▸ Assignment: Count, in the entries below, the lines in which "function" occurs. Give the number, nothing more.

(Data to process begins)

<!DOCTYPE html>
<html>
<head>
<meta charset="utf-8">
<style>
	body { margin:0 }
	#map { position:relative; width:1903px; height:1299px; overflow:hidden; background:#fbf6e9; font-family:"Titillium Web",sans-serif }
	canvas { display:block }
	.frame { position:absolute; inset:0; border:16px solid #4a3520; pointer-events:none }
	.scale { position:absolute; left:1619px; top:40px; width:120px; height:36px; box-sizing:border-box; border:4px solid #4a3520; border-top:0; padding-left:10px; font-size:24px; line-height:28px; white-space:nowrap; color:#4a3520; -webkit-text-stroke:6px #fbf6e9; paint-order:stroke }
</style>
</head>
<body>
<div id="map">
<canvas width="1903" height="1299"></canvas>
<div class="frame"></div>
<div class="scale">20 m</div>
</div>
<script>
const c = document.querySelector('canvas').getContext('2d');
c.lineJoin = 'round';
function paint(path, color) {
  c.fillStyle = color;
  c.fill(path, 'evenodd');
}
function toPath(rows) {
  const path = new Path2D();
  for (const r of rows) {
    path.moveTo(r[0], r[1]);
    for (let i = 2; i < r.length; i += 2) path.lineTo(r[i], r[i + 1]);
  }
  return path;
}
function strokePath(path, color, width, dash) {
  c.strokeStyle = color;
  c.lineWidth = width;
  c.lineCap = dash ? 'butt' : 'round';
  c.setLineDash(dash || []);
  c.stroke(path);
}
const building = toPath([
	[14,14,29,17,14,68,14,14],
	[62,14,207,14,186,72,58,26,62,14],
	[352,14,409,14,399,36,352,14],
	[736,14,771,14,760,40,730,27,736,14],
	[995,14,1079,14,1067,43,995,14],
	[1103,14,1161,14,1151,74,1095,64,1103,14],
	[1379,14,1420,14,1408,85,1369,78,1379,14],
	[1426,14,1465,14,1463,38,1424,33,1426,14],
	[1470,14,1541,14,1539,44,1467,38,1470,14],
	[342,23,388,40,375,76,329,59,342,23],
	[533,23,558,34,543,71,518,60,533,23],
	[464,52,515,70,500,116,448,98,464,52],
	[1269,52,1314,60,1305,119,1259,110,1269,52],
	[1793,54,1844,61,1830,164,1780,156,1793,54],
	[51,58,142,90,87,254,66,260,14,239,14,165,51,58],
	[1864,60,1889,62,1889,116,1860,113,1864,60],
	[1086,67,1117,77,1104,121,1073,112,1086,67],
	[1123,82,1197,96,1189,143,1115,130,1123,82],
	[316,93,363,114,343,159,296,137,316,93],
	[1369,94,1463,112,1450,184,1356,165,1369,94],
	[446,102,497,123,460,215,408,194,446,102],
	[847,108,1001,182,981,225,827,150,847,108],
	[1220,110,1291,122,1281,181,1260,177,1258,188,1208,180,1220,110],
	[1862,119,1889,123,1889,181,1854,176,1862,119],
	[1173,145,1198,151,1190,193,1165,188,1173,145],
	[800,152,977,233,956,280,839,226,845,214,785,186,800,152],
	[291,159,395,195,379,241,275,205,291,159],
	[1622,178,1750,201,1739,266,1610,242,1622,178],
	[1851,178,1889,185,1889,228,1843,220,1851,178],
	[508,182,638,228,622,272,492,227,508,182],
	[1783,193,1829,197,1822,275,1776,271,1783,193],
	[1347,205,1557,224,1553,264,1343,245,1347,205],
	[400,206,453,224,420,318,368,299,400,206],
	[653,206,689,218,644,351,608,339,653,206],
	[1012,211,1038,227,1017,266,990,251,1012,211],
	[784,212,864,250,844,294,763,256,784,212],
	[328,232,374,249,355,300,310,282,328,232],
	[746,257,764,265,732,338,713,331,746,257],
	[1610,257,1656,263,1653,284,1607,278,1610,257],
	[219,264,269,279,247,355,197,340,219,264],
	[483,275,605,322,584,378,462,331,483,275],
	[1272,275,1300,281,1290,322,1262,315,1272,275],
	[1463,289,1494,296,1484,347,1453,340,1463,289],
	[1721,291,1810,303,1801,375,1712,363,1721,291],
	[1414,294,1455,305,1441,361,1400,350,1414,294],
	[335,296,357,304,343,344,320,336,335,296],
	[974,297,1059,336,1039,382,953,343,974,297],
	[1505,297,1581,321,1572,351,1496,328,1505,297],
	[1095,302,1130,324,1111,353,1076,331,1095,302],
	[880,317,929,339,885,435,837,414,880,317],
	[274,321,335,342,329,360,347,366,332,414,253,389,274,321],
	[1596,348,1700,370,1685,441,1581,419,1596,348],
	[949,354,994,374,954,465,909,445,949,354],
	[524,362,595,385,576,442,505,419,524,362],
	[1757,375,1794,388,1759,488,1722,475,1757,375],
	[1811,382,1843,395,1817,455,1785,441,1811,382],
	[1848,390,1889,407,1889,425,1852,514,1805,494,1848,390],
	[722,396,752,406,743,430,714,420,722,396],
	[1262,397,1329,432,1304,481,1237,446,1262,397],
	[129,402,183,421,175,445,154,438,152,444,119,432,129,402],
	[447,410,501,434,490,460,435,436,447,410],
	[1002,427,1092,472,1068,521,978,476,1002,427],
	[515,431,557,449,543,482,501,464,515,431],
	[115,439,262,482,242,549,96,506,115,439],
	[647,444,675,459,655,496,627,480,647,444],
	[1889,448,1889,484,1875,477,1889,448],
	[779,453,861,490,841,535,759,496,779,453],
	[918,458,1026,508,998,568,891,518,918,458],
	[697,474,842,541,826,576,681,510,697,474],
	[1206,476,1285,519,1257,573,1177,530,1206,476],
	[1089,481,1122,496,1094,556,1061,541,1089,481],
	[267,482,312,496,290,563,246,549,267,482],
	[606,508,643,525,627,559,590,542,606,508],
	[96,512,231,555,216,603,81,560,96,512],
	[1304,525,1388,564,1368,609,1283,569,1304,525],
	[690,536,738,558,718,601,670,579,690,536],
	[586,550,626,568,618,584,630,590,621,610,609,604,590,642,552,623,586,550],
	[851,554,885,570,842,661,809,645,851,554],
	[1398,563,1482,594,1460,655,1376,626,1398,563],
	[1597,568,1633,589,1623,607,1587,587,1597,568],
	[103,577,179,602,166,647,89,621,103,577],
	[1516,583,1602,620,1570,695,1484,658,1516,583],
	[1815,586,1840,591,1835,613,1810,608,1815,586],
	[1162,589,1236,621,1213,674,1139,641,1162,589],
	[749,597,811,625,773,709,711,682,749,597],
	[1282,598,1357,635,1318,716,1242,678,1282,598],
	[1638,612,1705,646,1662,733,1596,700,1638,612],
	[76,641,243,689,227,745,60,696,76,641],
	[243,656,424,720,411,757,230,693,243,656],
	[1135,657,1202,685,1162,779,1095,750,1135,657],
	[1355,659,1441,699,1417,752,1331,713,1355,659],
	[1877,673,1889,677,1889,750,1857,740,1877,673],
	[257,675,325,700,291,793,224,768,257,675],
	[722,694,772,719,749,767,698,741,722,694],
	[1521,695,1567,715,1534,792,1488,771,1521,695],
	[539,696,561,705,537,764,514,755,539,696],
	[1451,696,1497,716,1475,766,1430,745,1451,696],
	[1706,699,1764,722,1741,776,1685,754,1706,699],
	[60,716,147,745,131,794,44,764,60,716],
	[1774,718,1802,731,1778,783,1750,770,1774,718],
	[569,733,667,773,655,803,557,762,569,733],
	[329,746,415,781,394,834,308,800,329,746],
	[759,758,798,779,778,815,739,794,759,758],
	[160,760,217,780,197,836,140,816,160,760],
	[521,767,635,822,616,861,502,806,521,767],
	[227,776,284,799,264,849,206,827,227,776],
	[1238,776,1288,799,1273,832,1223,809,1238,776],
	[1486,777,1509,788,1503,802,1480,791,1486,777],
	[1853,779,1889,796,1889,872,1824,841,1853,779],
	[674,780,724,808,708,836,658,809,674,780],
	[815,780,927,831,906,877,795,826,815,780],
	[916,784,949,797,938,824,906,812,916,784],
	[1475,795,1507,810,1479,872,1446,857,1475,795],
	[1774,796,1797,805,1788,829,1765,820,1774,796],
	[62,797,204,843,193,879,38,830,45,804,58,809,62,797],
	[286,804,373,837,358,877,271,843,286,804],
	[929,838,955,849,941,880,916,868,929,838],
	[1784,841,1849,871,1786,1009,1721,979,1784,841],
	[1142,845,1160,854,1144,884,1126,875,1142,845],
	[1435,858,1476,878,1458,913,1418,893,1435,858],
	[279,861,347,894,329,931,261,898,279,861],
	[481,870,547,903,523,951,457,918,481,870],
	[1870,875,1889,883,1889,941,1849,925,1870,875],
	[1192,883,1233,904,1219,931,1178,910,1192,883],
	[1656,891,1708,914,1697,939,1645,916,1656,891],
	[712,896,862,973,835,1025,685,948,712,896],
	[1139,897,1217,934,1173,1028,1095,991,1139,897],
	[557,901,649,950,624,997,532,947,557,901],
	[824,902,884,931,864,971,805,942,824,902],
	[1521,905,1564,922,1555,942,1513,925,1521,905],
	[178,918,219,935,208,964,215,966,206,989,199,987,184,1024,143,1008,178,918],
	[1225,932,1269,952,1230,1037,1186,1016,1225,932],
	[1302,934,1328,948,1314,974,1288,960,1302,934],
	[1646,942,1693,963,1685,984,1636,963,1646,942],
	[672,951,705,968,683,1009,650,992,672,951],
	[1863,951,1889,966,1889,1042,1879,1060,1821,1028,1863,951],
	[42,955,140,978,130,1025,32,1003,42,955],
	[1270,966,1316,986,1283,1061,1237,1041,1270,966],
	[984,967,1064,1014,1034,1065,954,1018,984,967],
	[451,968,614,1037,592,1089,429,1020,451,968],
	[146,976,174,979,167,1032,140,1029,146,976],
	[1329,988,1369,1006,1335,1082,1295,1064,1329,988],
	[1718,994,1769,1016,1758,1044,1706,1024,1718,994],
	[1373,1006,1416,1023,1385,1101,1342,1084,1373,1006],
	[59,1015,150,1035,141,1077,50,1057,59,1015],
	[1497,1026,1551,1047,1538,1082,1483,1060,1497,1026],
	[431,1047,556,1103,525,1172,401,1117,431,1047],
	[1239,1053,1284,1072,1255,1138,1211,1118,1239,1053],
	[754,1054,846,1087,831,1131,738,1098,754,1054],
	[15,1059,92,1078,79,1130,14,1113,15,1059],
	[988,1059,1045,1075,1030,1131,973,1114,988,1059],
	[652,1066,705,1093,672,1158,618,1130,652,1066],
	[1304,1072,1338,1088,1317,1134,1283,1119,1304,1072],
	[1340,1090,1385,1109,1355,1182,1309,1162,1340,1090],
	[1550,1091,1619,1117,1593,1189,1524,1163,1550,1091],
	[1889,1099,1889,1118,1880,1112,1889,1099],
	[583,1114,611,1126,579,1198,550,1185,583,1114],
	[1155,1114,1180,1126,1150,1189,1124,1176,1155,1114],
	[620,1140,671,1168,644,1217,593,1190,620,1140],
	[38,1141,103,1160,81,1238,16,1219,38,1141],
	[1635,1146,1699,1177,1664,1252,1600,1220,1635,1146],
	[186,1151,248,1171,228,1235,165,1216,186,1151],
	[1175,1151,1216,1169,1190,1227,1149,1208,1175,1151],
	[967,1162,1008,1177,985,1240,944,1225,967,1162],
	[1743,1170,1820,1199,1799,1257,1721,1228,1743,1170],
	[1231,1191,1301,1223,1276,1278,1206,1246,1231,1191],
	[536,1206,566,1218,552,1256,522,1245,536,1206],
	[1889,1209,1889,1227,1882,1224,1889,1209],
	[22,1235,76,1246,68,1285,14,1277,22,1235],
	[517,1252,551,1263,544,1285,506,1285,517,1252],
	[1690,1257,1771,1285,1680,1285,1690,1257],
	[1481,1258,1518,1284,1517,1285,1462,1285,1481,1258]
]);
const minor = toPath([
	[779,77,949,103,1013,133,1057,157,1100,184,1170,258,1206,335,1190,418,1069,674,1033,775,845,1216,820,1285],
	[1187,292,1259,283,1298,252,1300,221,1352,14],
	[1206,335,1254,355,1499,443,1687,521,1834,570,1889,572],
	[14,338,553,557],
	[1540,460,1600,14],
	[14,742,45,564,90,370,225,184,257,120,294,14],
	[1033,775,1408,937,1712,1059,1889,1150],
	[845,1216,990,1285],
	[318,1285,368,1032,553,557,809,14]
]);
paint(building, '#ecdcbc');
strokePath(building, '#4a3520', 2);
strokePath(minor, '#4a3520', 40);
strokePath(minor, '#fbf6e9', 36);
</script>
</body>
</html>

(Data to process ends)

▸ Solution for this problem: 3